KR101395702B1 - Organic rankine cycle for mcfc - Google Patents

Abstract

The present invention provides an organic Rankine cycle for a molten carbonate type fuel cell including a heat recovery unit that partially recovers heat from hot air which is discharged from a humidifier of the molten carbonate type fuel cell; and an evaporator that transmits the heat of the hot air which is discharged from the heat recovery unit to an organic solvent discharged from a pump.

Description

[0001] ORGANIC RANKINE CYCLE FOR MCFC FOR MOLECULAR CARBONATE FUEL CELLS [0002]

BACKGROUND OF THE INVENTION 1. Field of the Invention [0001] The present invention relates to an Organic Rankine Cycle (ORC), and more particularly to a Molten Carbonate Fuel Cell (MCF), which uses a hot air discharged from a humidifier of a Molten Carbonate Fuel Cell To an organic Rankine cycle for a fuel cell.

A fuel cell is a cell that generates electricity by chemically reacting hydrogen with oxygen. Fuel cells do not require charging because they can generate electricity as long as hydrogen and oxygen are supplied. In addition, unlike conventional internal combustion engines, fuel cells do not emit toxic pollutants, so they are environmentally friendly and have an efficiency of 50%, which is higher than the efficiency of conventional internal combustion engines by 30%. These fuel cells are classified into alkali, phosphoric acid, molten carbonate, solid oxide, and polymer electrolyte types depending on the type of electrolyte, and classified into low temperature type and high temperature type depending on the operating temperature of the electrolyte.

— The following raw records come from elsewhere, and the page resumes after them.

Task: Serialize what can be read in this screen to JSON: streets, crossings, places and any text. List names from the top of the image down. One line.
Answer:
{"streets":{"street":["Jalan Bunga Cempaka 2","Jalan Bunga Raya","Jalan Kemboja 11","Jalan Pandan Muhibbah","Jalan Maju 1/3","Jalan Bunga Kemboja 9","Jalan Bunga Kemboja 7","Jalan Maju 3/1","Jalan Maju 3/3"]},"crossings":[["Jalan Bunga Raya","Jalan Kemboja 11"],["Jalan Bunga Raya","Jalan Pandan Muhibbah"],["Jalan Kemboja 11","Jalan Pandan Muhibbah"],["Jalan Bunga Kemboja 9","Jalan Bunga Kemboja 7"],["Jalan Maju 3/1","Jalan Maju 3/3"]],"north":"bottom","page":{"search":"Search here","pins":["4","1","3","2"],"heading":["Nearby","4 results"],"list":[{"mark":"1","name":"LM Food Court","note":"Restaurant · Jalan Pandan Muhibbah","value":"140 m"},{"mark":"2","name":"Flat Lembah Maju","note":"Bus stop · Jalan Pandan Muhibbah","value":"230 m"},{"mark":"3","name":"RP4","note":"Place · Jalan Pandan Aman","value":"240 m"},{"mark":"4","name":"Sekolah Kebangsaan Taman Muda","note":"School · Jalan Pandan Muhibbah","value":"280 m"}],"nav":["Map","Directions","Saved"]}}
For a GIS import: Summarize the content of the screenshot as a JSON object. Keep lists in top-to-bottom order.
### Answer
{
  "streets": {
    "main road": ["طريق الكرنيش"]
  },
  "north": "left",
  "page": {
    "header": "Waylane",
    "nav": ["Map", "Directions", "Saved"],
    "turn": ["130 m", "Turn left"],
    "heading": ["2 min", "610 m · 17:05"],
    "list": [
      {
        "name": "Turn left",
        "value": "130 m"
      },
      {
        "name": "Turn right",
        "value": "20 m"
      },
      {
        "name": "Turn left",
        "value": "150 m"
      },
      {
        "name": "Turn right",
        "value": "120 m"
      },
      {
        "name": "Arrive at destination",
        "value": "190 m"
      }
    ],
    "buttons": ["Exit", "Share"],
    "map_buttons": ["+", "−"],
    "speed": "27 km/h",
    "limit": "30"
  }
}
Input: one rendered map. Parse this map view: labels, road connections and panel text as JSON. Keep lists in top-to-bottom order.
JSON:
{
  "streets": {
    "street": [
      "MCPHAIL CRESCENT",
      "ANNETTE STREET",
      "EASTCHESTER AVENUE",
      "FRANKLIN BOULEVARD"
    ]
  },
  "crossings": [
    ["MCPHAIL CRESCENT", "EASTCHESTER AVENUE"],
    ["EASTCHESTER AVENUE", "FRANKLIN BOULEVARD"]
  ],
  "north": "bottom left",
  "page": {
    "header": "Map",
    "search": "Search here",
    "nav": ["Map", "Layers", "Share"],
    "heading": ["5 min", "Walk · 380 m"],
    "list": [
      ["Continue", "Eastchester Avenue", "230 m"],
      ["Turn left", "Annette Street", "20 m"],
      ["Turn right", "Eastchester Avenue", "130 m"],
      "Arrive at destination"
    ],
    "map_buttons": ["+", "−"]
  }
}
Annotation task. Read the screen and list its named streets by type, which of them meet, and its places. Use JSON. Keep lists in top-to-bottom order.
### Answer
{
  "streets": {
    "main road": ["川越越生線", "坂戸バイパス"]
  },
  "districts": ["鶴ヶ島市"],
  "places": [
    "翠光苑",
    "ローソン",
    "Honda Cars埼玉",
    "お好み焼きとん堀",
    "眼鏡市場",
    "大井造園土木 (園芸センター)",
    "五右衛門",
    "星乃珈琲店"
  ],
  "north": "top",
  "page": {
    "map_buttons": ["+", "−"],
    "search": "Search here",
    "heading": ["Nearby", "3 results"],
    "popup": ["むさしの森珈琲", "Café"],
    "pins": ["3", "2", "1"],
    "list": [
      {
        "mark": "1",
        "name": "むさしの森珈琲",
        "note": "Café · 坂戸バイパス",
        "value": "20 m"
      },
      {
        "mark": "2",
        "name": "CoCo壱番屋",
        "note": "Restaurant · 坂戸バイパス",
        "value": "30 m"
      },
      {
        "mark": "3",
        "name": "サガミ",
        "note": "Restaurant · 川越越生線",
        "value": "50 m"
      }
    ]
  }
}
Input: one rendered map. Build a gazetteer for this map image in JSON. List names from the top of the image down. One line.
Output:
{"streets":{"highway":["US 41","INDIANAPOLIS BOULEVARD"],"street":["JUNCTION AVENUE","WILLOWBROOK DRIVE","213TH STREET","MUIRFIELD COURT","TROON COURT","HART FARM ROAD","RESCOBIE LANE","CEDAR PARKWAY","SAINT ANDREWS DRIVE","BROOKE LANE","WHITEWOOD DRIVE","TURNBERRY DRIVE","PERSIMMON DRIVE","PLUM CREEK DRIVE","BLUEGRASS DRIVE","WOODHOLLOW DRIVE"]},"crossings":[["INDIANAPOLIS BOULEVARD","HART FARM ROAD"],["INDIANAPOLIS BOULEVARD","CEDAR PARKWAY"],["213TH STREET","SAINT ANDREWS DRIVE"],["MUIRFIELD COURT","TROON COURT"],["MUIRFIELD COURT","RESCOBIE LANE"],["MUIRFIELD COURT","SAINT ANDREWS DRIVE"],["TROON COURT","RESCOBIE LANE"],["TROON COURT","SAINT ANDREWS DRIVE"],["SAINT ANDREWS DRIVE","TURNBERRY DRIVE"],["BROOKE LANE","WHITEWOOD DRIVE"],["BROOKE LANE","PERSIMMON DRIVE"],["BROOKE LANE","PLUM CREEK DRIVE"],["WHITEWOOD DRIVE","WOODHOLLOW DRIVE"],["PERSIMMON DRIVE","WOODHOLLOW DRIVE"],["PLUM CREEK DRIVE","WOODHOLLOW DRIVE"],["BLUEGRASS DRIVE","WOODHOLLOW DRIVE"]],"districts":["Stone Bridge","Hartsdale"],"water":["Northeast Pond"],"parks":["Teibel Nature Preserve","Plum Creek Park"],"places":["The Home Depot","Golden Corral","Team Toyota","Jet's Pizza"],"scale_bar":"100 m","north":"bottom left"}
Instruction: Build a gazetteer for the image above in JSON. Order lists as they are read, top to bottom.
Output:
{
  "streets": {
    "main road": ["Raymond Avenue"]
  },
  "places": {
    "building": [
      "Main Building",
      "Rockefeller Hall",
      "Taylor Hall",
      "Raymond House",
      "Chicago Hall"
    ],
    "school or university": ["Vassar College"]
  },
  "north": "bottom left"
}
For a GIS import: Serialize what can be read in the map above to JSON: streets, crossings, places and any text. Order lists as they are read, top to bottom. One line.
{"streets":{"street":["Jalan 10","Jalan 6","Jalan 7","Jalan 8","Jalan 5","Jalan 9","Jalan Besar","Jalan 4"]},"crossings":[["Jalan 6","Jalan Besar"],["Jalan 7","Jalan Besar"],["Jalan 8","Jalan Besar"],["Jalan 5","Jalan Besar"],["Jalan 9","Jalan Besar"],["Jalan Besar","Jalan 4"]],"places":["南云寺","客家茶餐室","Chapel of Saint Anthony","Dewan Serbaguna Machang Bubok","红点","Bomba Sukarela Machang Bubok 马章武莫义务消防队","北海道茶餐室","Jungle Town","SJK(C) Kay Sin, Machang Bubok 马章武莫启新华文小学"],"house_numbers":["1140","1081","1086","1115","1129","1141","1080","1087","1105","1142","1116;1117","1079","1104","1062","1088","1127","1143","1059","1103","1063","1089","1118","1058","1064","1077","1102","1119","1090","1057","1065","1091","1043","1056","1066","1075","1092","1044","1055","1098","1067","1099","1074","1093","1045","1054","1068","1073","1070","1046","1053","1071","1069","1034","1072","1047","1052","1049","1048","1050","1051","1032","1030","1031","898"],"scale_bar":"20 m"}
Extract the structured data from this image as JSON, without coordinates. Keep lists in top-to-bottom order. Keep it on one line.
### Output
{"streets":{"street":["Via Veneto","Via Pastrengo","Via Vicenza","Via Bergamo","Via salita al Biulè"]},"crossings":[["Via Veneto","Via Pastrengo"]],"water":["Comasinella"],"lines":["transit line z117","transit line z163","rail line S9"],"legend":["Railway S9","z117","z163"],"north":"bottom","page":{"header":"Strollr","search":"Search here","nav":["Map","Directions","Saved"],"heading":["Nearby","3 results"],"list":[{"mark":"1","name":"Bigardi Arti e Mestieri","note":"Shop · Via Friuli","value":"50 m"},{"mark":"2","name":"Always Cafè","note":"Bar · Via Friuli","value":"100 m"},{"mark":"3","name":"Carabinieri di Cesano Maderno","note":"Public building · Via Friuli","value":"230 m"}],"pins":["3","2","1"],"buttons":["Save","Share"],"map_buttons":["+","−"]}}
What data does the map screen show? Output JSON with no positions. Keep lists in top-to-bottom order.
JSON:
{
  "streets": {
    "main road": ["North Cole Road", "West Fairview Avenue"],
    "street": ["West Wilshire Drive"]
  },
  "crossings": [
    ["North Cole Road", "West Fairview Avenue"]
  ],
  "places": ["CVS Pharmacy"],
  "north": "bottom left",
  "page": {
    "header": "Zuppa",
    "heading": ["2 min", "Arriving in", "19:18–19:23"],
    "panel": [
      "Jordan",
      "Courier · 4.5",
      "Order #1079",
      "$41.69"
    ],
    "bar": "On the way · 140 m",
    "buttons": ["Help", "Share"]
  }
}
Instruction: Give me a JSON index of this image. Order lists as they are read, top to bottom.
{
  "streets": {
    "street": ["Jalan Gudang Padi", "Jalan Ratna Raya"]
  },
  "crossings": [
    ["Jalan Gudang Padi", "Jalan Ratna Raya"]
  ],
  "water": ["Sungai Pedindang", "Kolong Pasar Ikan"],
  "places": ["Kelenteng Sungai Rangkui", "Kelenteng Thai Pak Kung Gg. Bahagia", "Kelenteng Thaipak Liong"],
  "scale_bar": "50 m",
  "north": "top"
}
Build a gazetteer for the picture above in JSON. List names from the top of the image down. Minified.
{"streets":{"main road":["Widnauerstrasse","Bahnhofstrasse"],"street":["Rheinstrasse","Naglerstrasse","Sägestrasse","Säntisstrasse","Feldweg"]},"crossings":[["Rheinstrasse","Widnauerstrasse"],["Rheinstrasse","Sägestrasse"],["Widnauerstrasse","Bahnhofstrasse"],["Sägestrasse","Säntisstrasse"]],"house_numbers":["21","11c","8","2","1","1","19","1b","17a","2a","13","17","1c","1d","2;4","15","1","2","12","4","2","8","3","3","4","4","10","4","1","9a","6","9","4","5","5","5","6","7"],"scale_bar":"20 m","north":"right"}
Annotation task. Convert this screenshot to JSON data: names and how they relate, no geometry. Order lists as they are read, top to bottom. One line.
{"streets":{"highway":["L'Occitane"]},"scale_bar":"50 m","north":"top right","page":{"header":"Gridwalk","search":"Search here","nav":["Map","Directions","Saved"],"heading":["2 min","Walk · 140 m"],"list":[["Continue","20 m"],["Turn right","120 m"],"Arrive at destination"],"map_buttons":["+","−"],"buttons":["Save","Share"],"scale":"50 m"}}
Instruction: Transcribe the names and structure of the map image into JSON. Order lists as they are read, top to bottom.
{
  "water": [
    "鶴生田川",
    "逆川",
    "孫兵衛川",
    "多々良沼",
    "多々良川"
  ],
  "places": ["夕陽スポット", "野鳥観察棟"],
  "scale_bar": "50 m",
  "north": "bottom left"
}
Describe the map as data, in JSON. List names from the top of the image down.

A Molten Carbonate Fuel Cell (MCFC), which is a high temperature type fuel cell, generally uses a mixed molten carbonate of lithium carbonate (Li 2 CO 3) and potassium carbonate (K 2 CO 3) as an electrolyte. Molten carbonate fuel cells can use almost all fossil fuels, such as natural gas, methanol, ethanol, and coal, but are mainly fueled by natural gas (NG).

Such a molten carbonate fuel cell includes a humidifier supplied with water and natural gas. The water supplied to the humidifier is heated to be steam, and the water vapor and the natural gas are mixed to form a mixed gas. The mixed gas is heated while continuing to pass through the humidifier, is discharged from the humidifier, and then sent to the reformer. In the reformer, the mixed gas is subjected to the hydrogenation reforming reaction, and the mixed gas obtained by the hydrogenation reforming reaction in the reformer flows into the fuel electrode (cathode) of the stack.

The heating of the water and the mixed gas is performed by hot air passing through the humidifier. Specifically, the hot air introduced into one side of the humidifier is discharged to the opposite side after passing through the inside of the humidifier. In this case, the piping provided inside the humidifier is heated to heat the water and the mixed gas inside the piping.

In the case of a molten carbonate fuel cell, hot air at about 600 DEG C flows into the humidifier. The hot air is exchanged with the heat transfer pipe in the humidifier and is cooled to a temperature of about 400 to 500 ° C., and then discharged to the outside of the humidifier. However, the hot air of about 400 to 500 ° C, which is discharged from the humidifier of the molten carbonate fuel cell, is currently being abandoned. Therefore, it is required to utilize hot air discharged from the humidifier.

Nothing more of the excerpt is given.